[DATA FOR THE TASK Boundary: Start]

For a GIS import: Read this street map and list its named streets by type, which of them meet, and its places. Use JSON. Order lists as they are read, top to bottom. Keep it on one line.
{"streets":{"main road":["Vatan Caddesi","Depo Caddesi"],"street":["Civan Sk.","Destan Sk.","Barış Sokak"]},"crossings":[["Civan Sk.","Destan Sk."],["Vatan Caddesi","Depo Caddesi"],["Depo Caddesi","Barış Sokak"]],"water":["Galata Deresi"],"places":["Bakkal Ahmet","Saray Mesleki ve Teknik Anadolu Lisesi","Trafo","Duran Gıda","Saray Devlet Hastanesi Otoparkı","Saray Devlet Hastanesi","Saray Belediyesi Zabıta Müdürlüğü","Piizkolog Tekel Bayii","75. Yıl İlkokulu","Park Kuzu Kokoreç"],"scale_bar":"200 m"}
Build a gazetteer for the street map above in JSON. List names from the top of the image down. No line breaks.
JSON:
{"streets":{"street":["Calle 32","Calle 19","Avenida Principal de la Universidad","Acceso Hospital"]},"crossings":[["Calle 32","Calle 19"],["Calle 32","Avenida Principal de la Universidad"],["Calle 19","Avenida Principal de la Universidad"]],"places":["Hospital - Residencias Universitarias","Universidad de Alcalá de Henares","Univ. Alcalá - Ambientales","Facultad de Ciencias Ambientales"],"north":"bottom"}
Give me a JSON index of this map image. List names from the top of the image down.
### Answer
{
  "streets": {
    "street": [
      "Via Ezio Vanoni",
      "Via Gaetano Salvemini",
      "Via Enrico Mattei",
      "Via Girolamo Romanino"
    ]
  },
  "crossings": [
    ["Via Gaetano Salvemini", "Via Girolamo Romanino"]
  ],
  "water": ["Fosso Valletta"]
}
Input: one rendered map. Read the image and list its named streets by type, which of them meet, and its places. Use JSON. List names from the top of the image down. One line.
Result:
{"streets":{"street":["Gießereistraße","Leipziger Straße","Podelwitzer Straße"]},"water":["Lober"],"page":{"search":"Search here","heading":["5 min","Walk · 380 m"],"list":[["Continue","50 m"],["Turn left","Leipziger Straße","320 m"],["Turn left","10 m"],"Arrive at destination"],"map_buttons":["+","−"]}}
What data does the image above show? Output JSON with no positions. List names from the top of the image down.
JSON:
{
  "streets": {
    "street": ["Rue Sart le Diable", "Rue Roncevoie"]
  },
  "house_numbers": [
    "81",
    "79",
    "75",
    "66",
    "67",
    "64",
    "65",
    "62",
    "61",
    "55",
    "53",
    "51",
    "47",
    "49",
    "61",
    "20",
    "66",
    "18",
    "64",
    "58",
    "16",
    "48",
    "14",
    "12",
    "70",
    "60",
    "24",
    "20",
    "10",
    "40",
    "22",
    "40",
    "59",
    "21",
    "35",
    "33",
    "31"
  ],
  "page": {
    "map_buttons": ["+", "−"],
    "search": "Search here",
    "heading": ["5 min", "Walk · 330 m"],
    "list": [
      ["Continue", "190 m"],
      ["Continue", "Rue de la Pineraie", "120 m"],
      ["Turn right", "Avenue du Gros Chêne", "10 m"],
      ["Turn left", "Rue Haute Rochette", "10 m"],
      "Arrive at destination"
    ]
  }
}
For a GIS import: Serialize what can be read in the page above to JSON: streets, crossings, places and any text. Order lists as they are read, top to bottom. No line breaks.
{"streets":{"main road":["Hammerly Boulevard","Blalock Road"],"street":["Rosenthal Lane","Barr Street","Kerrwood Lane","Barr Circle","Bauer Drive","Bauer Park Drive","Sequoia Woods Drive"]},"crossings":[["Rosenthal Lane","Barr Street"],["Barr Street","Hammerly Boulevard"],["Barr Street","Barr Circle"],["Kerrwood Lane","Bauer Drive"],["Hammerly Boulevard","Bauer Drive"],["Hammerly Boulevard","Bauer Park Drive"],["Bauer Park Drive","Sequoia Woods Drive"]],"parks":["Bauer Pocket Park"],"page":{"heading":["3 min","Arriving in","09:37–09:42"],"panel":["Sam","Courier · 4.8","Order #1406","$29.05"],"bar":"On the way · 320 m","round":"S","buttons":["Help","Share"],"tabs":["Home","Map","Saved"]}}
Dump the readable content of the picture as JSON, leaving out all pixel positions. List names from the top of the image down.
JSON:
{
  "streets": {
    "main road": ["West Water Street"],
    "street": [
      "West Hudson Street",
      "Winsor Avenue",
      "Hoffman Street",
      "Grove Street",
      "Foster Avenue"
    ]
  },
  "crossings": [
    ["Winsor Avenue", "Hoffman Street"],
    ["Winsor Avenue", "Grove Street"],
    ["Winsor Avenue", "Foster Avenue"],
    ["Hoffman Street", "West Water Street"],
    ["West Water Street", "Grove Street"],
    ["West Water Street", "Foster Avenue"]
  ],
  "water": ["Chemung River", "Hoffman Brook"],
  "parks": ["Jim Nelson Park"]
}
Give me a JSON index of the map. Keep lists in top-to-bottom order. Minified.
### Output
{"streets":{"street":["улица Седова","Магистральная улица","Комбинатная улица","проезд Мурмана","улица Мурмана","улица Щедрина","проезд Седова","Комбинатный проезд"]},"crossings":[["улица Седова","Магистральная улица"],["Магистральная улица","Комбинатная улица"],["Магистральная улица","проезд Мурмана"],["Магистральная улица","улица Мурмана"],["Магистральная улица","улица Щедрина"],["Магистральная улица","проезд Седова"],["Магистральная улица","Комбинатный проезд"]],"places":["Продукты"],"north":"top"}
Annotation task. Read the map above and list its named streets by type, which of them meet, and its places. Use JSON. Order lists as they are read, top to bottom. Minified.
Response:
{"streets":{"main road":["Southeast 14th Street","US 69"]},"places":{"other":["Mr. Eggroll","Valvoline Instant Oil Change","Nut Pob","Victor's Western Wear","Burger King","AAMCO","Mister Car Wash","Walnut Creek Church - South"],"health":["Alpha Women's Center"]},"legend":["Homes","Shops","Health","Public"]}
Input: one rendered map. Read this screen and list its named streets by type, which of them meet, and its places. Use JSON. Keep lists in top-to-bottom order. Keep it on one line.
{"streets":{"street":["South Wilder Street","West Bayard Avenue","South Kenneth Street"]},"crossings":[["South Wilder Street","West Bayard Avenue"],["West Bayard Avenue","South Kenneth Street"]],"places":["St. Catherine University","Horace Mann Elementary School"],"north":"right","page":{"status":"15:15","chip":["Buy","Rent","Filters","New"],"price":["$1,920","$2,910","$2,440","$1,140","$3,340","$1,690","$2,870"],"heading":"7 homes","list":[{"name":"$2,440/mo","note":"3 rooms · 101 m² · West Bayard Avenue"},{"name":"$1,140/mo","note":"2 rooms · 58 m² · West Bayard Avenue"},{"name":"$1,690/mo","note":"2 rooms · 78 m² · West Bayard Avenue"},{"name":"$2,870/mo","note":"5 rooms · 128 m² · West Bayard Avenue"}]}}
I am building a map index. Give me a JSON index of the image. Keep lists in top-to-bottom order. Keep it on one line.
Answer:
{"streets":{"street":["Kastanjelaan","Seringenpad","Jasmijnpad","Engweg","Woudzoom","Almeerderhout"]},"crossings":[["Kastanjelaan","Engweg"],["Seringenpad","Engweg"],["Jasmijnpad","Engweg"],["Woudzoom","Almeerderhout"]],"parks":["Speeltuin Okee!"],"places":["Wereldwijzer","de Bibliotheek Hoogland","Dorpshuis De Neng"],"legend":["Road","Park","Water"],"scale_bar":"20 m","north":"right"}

[DATA FOR THE TASK Boundary: End]

ACTION ITEM. An exact copy of every line above, start to finish, is required.

RESPONSE TO THIS TASK.
For a GIS import: Read this street map and list its named streets by type, which of them meet, and its places. Use JSON. Order lists as they are read, top to bottom. Keep it on one line.
{"streets":{"main road":["Vatan Caddesi","Depo Caddesi"],"street":["Civan Sk.","Destan Sk.","Barış Sokak"]},"crossings":[["Civan Sk.","Destan Sk."],["Vatan Caddesi","Depo Caddesi"],["Depo Caddesi","Barış Sokak"]],"water":["Galata Deresi"],"places":["Bakkal Ahmet","Saray Mesleki ve Teknik Anadolu Lisesi","Trafo","Duran Gıda","Saray Devlet Hastanesi Otoparkı","Saray Devlet Hastanesi","Saray Belediyesi Zabıta Müdürlüğü","Piizkolog Tekel Bayii","75. Yıl İlkokulu","Park Kuzu Kokoreç"],"scale_bar":"200 m"}
Build a gazetteer for the street map above in JSON. List names from the top of the image down. No line breaks.
JSON:
{"streets":{"street":["Calle 32","Calle 19","Avenida Principal de la Universidad","Acceso Hospital"]},"crossings":[["Calle 32","Calle 19"],["Calle 32","Avenida Principal de la Universidad"],["Calle 19","Avenida Principal de la Universidad"]],"places":["Hospital - Residencias Universitarias","Universidad de Alcalá de Henares","Univ. Alcalá - Ambientales","Facultad de Ciencias Ambientales"],"north":"bottom"}
Give me a JSON index of this map image. List names from the top of the image down.
### Answer
{
  "streets": {
    "street": [
      "Via Ezio Vanoni",
      "Via Gaetano Salvemini",
      "Via Enrico Mattei",
      "Via Girolamo Romanino"
    ]
  },
  "crossings": [
    ["Via Gaetano Salvemini", "Via Girolamo Romanino"]
  ],
  "water": ["Fosso Valletta"]
}
Input: one rendered map. Read the image and list its named streets by type, which of them meet, and its places. Use JSON. List names from the top of the image down. One line.
Result:
{"streets":{"street":["Gießereistraße","Leipziger Straße","Podelwitzer Straße"]},"water":["Lober"],"page":{"search":"Search here","heading":["5 min","Walk · 380 m"],"list":[["Continue","50 m"],["Turn left","Leipziger Straße","320 m"],["Turn left","10 m"],"Arrive at destination"],"map_buttons":["+","−"]}}
What data does the image above show? Output JSON with no positions. List names from the top of the image down.
JSON:
{
  "streets": {
    "street": ["Rue Sart le Diable", "Rue Roncevoie"]
  },
  "house_numbers": [
    "81",
    "79",
    "75",
    "66",
    "67",
    "64",
    "65",
    "62",
    "61",
    "55",
    "53",
    "51",
    "47",
    "49",
    "61",
    "20",
    "66",
    "18",
    "64",
    "58",
    "16",
    "48",
    "14",
    "12",
    "70",
    "60",
    "24",
    "20",
    "10",
    "40",
    "22",
    "40",
    "59",
    "21",
    "35",
    "33",
    "31"
  ],
  "page": {
    "map_buttons": ["+", "−"],
    "search": "Search here",
    "heading": ["5 min", "Walk · 330 m"],
    "list": [
      ["Continue", "190 m"],
      ["Continue", "Rue de la Pineraie", "120 m"],
      ["Turn right", "Avenue du Gros Chêne", "10 m"],
      ["Turn left", "Rue Haute Rochette", "10 m"],
      "Arrive at destination"
    ]
  }
}
For a GIS import: Serialize what can be read in the page above to JSON: streets, crossings, places and any text. Order lists as they are read, top to bottom. No line breaks.
{"streets":{"main road":["Hammerly Boulevard","Blalock Road"],"street":["Rosenthal Lane","Barr Street","Kerrwood Lane","Barr Circle","Bauer Drive","Bauer Park Drive","Sequoia Woods Drive"]},"crossings":[["Rosenthal Lane","Barr Street"],["Barr Street","Hammerly Boulevard"],["Barr Street","Barr Circle"],["Kerrwood Lane","Bauer Drive"],["Hammerly Boulevard","Bauer Drive"],["Hammerly Boulevard","Bauer Park Drive"],["Bauer Park Drive","Sequoia Woods Drive"]],"parks":["Bauer Pocket Park"],"page":{"heading":["3 min","Arriving in","09:37–09:42"],"panel":["Sam","Courier · 4.8","Order #1406","$29.05"],"bar":"On the way · 320 m","round":"S","buttons":["Help","Share"],"tabs":["Home","Map","Saved"]}}
Dump the readable content of the picture as JSON, leaving out all pixel positions. List names from the top of the image down.
JSON:
{
  "streets": {
    "main road": ["West Water Street"],
    "street": [
      "West Hudson Street",
      "Winsor Avenue",
      "Hoffman Street",
      "Grove Street",
      "Foster Avenue"
    ]
  },
  "crossings": [
    ["Winsor Avenue", "Hoffman Street"],
    ["Winsor Avenue", "Grove Street"],
    ["Winsor Avenue", "Foster Avenue"],
    ["Hoffman Street", "West Water Street"],
    ["West Water Street", "Grove Street"],
    ["West Water Street", "Foster Avenue"]
  ],
  "water": ["Chemung River", "Hoffman Brook"],
  "parks": ["Jim Nelson Park"]
}
Give me a JSON index of the map. Keep lists in top-to-bottom order. Minified.
### Output
{"streets":{"street":["улица Седова","Магистральная улица","Комбинатная улица","проезд Мурмана","улица Мурмана","улица Щедрина","проезд Седова","Комбинатный проезд"]},"crossings":[["улица Седова","Магистральная улица"],["Магистральная улица","Комбинатная улица"],["Магистральная улица","проезд Мурмана"],["Магистральная улица","улица Мурмана"],["Магистральная улица","улица Щедрина"],["Магистральная улица","проезд Седова"],["Магистральная улица","Комбинатный проезд"]],"places":["Продукты"],"north":"top"}
Annotation task. Read the map above and list its named streets by type, which of them meet, and its places. Use JSON. Order lists as they are read, top to bottom. Minified.
Response:
{"streets":{"main road":["Southeast 14th Street","US 69"]},"places":{"other":["Mr. Eggroll","Valvoline Instant Oil Change","Nut Pob","Victor's Western Wear","Burger King","AAMCO","Mister Car Wash","Walnut Creek Church - South"],"health":["Alpha Women's Center"]},"legend":["Homes","Shops","Health","Public"]}
Input: one rendered map. Read this screen and list its named streets by type, which of them meet, and its places. Use JSON. Keep lists in top-to-bottom order. Keep it on one line.
{"streets":{"street":["South Wilder Street","West Bayard Avenue","South Kenneth Street"]},"crossings":[["South Wilder Street","West Bayard Avenue"],["West Bayard Avenue","South Kenneth Street"]],"places":["St. Catherine University","Horace Mann Elementary School"],"north":"right","page":{"status":"15:15","chip":["Buy","Rent","Filters","New"],"price":["$1,920","$2,910","$2,440","$1,140","$3,340","$1,690","$2,870"],"heading":"7 homes","list":[{"name":"$2,440/mo","note":"3 rooms · 101 m² · West Bayard Avenue"},{"name":"$1,140/mo","note":"2 rooms · 58 m² · West Bayard Avenue"},{"name":"$1,690/mo","note":"2 rooms · 78 m² · West Bayard Avenue"},{"name":"$2,870/mo","note":"5 rooms · 128 m² · West Bayard Avenue"}]}}
I am building a map index. Give me a JSON index of the image. Keep lists in top-to-bottom order. Keep it on one line.
Answer:
{"streets":{"street":["Kastanjelaan","Seringenpad","Jasmijnpad","Engweg","Woudzoom","Almeerderhout"]},"crossings":[["Kastanjelaan","Engweg"],["Seringenpad","Engweg"],["Jasmijnpad","Engweg"],["Woudzoom","Almeerderhout"]],"parks":["Speeltuin Okee!"],"places":["Wereldwijzer","de Bibliotheek Hoogland","Dorpshuis De Neng"],"legend":["Road","Park","Water"],"scale_bar":"20 m","north":"right"}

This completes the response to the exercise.